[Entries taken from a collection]
____________________
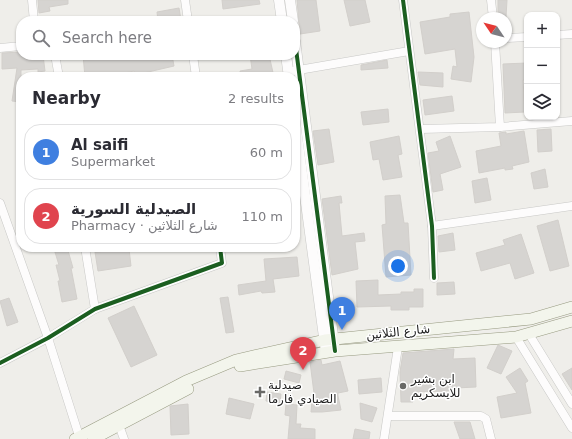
<!DOCTYPE html>
<html lang="en">
<head>
<meta charset="utf-8">
<style>
	:root { --surface:#fff; --page:#f2f2f3; --text:#2b2b33; --muted:#7c7c81; --line:#e1e1e2; --accent:#696967 }
	body { margin:0; font-family:"DejaVu Sans",Vazirmatn,sans-serif; background:var(--page); color:var(--text) }
	.controls { position:absolute; right:12px; top:12px; display:grid; overflow:hidden; border-radius:8px; box-shadow:0 1px 3px #0004 }
	.controls button { width:36px; height:36px; display:grid; place-items:center; padding:0; border:0; border-bottom:1px solid var(--line); background:var(--surface); color:var(--text); font:20px sans-serif }
	.compass { position:absolute; left:476px; top:12px; width:36px; height:36px; border-radius:50%; background:var(--surface); box-shadow:0 1px 3px #0004; rotate:305deg }
	.you { position:absolute; left:398px; top:266px; width:14px; height:14px; margin:-10px; border:3px solid #fff; border-radius:50%; background:#1a73e8; box-shadow:0 0 0 6px #1a73e833 }
	.badge { display:grid; place-items:center; width:26px; height:26px; border-radius:50%; background:var(--accent); color:#fff; font-size:13px; font-weight:700 }
	.pin { position:absolute; translate:-50% -33px; filter:drop-shadow(0 1px 2px #0008) }
	.pin::after { content:''; position:absolute; top:21px; width:14px; height:12px; background:inherit; clip-path:polygon(0 0,100% 0,50% 100%) }
	.list { margin:0; padding:0; list-style:none }
	h2 { display:flex; justify-content:space-between; align-items:center; height:52px; margin:0; padding:0 16px; font-size:17px }
	h2 small { font-size:13px; font-weight:400; color:var(--muted) }
	.list li { display:grid; grid-template-columns:26px 1fr auto; gap:12px; align-items:center; box-sizing:border-box; height:56px; margin:0 8px 8px; padding:0 8px; border:1px solid var(--line); border-radius:16px }
	.list b { display:block; font-size:15px; white-space:nowrap }
	.list p { margin:0; font-size:13px; white-space:nowrap; color:var(--muted) }
	.list em { font-size:13px; font-style:normal; color:var(--muted) }
	.icon { flex:none; width:22px; height:22px; fill:none; stroke:currentColor; stroke-width:2; stroke-linecap:round; stroke-linejoin:round }
	.map { position:relative; flex:none; width:572px; height:439px; overflow:hidden }
	.search { position:absolute; background:var(--surface); box-shadow:0 1px 3px #0004; left:16px; top:16px; width:284px; height:44px; display:flex; align-items:center; gap:10px; box-sizing:border-box; padding:0 14px; border-radius:16px; color:var(--muted); font-size:15px }
	.panel { position:absolute; background:var(--surface); box-shadow:0 1px 3px #0004; left:16px; top:72px; width:284px; height:180px; border-radius:16px }
	.map>svg:first-child { display:block }
	.building { fill:#d6d4d1; stroke:#d2cfcb }
	.lines { fill:none; stroke-linecap:round; stroke-linejoin:round }
	.minor-casing { stroke:#c8c8c6; stroke-width:9 }
	.tertiary-casing { stroke:#c8c8c6; stroke-width:11 }
	.secondary-casing { stroke:#979a80; stroke-width:12 }
	.minor { stroke:#fdfcfc; stroke-width:8 }
	.tertiary { stroke:#fdfcfc; stroke-width:10 }
	.secondary { stroke:#f3f5ec; stroke-width:11 }
	.cycleway-casing { stroke:#fff; stroke-width:6 }
	.cycleway { stroke:#1b5e20; stroke-width:4 }
	.poi-dot { fill:#696967; stroke:#fff; stroke-width:1.5 }
	.labels { text-anchor:middle; stroke-width:3; stroke-linejoin:round; paint-order:stroke }
	.street-label { font-size:12px; fill:#212121; stroke:#fff }
	.poi-label { font-size:12px; fill:#212121; stroke:#fff; text-anchor:start }
</style>
</head>
<body>
<div class="map">
<svg width="572" height="439" viewBox="0 0 572 439">
	<rect width="100%" height="100%" fill="#efeeea"/>
	<g class="building">
		<path d="M38,0H68V4L49,7L50,11L39,13Z"/>
		<path d="M222,0H259L260,4L223,9Z"/>
		<path d="M297,0H316L320,31L300,34Z"/>
		<path d="M344,0H365L370,22L350,26Z"/>
		<path d="M498,0H507L506,17L498,18Z"/>
		<path d="M179,8L181,20L158,21L157,12Z"/>
		<path d="M469,12L474,57L471,82L451,79L453,66L457,67L455,49L425,54L420,22L450,17V14Z"/>
		<path d="M21,52V55H43L45,71L38,72V69L21,70V102L12,101L17,68L2,69V53Z"/>
		<path d="M83,55H123L124,57L139,55H172L174,66L135,75L134,71L107,77H85Z"/>
		<path d="M250,55H269L274,77H241L240,71L252,69Z"/>
		<path d="M387,60L388,68L361,70V65Z"/>
		<path d="M527,63V80H523L525,112L505,113L503,64Z"/>
		<path d="M418,72L443,73V87L420,85Z"/>
		<path d="M452,96L454,111L425,115L423,100Z"/>
		<path d="M388,109L389,122L363,125L361,112Z"/>
		<path d="M329,129L334,162L318,165L313,131Z"/>
		<path d="M551,129L552,151L538,152L537,130Z"/>
		<path d="M524,131L529,162L512,166L513,169L505,170V168L479,173L476,151L501,146L499,133L506,132V134Z"/>
		<path d="M399,136L402,154L398,155L402,177L383,180L379,159L373,160L370,142Z"/>
		<path d="M450,136L461,167L440,174L443,190L433,192L428,153L439,151L436,142Z"/>
		<path d="M545,169L548,187L534,189L531,173Z"/>
		<path d="M487,178L491,200L475,203L472,181Z"/>
		<path d="M400,195L404,223H408L411,275L386,277L382,225L386,224L385,196Z"/>
		<path d="M341,196L342,203H339L342,236L364,233L365,241L355,242L358,269L332,275L322,199Z"/>
		<path d="M558,220L569,266L550,271L537,226Z"/>
		<path d="M453,233L455,250L439,252L438,236Z"/>
		<path d="M521,234L534,273L515,279L510,263L481,271L476,253L505,245L503,240Z"/>
		<path d="M60,247H67L73,268H71L77,299L62,302L58,281H60L56,265H59L54,249Z"/>
		<path d="M129,249L131,266L98,271L95,252Z"/>
		<path d="M297,257L299,276L273,279L275,292L262,293L261,291L239,295L238,285L266,281L264,259Z"/>
		<path d="M378,280V295L401,294V292H414V289H423V307H409V310H391V306L357,307L356,281Z"/>
		<path d="M454,282L455,294L437,295V283Z"/>
		<path d="M228,297L234,332L226,333L220,298Z"/>
		<path d="M9,298L18,322L7,326L0,301Z"/>
		<path d="M134,306L157,355L131,367L108,318Z"/>
		<path d="M498,345L512,351L501,374L487,368Z"/>
		<path d="M454,349L453,359L475,358L476,387L455,388V390L445,391L413,392V402H401L400,372L403,353Z"/>
		<path d="M321,360L322,365L340,361L348,391L338,393V396H337H338L341,410L322,412H311L312,401H315L310,362Z"/>
		<path d="M520,368L528,381L525,383L531,413L501,418L497,397L517,393L506,377Z"/>
		<path d="M572,368V390L562,374Z"/>
		<path d="M286,371L301,375L299,383L284,379Z"/>
		<path d="M381,378L382,392L359,394L358,380Z"/>
		<path d="M267,392L281,394L280,403L266,401Z"/>
		<path d="M229,398L254,404L250,419L226,414Z"/>
		<path d="M360,403L377,408L372,422L361,419Z"/>
		<path d="M188,404L189,434L171,435L170,406Z"/>
		<path d="M286,404L297,405L296,424H301L300,428L315,429V439H288L290,416L285,415Z"/>
		<path d="M454,422H470L475,439H460Z"/>
		<path d="M355,429L370,432L369,439H353Z"/>
	</g>
	<g class="lines">
		<g class="minor-casing">
			<g id="minor">
				<path d="M32,0L34,21"/>
				<path d="M185,0L188,21"/>
				<path d="M403,0L432,226L434,278"/>
				<path d="M491,0L493,18"/>
				<path d="M557,35L572,34"/>
				<path d="M506,38L527,37"/>
				<path d="M495,42L500,127"/>
				<path d="M0,48L21,46"/>
				<path d="M55,55L59,77"/>
				<path d="M193,55L196,77"/>
				<path d="M293,71L409,51"/>
				<path d="M421,129L500,127L572,121"/>
				<path d="M0,203L48,338L80,439"/>
				<path d="M432,226L572,206"/>
				<path d="M85,247L95,309"/>
				<path d="M529,334L572,404"/>
				<path d="M516,337L572,428"/>
				<path d="M0,363L48,338L95,309L222,263L220,247"/>
				<path d="M388,416H481L486,419L491,439"/>
				<path d="M119,425L124,439"/>
				<path d="M384,439L398,347"/>
			</g>
		</g>
		<g class="tertiary-casing">
			<g id="tertiary">
				<path d="M279,0L282,21"/>
				<path d="M290,0L293,21"/>
				<path d="M295,41L335,351"/>
				<path d="M286,55L289,77"/>
				<path d="M295,121L326,352"/>
			</g>
		</g>
		<g class="secondary-casing">
			<g id="secondary">
				<path d="M240,366L335,351L516,337L572,321"/>
				<path d="M75,439L186,381L236,360L325,340L531,319L572,307"/>
				<path d="M93,439L188,389"/>
			</g>
		</g>
		<use href="#minor" class="minor"/>
		<use href="#tertiary" class="tertiary"/>
		<use href="#secondary" class="secondary"/>
		<g class="cycleway-casing">
			<g id="cycleway">
				<path d="M403,0L432,226L434,278"/>
				<path d="M295,41L335,351"/>
				<path d="M0,363L48,338L95,309L222,263L220,247"/>
			</g>
		</g>
		<use href="#cycleway" class="cycleway"/>
	</g>
	<g class="poi-dot">
		<circle cx="403" cy="386" r="4"/>
		<path d="M258 386h4v4h4v4h-4v4h-4v-4h-4v-4h4z"/>
	</g>
	<g class="labels">
		<g class="street-label">
			<text transform="translate(398 332) rotate(-6)" y="4">شارع الثلاثين</text>
		</g>
		<g class="poi-label">
			<text x="411" y="383">ابن بشير<tspan x="411" dy="14">للايسكريم</tspan></text>
			<text x="268" y="389">صيدلية<tspan x="268" dy="14">الصيادي فارما</tspan></text>
		</g>
	</g>
</svg>
<div class="controls">
<button>+</button>
<button>−</button>
<button><svg class="icon" aria-label="layers" viewBox="0 0 24 24"><path d="M12 4l9 5-9 5-9-5zM3 14l9 5 9-5"/></svg></button>
</div>
<svg class="compass" viewBox="-18 -18 36 36"><path d="M0-13l5 13h-10z" fill="#e53935"/><path d="M0 13l5-13h-10z" fill="#7c7c81"/></svg>
<div class="you"></div>
<div class="pin badge" style="left:342px;top:330px;background:#3f7fe0">1</div>
<div class="pin badge" style="left:303px;top:370px;background:#e0444e">2</div>
<div class="search"><svg class="icon" aria-label="search" viewBox="0 0 24 24"><circle cx="10" cy="10" r="6"/><path d="M15 15l6 6"/></svg>Search here</div>
<section class="panel">
<h2>Nearby<small>2 results</small></h2>
<ul class="list">
<li><span class="badge" style="background:#3f7fe0">1</span><div><b>Al saifi</b><p>Supermarket</p></div><em>60 m</em></li>
<li><span class="badge" style="background:#e0444e">2</span><div><b>الصيدلية السورية</b><p>Pharmacy · شارع الثلاثين</p></div><em>110 m</em></li>
</ul>
</section>
</div>
</body>
</html>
____________________
If a line in the records contains the word "page", copy it out.

	:root { --surface:#fff; --page:#f2f2f3; --text:#2b2b33; --muted:#7c7c81; --line:#e1e1e2; --accent:#696967 }
	body { margin:0; font-family:"DejaVu Sans",Vazirmatn,sans-serif; background:var(--page); color:var(--text) }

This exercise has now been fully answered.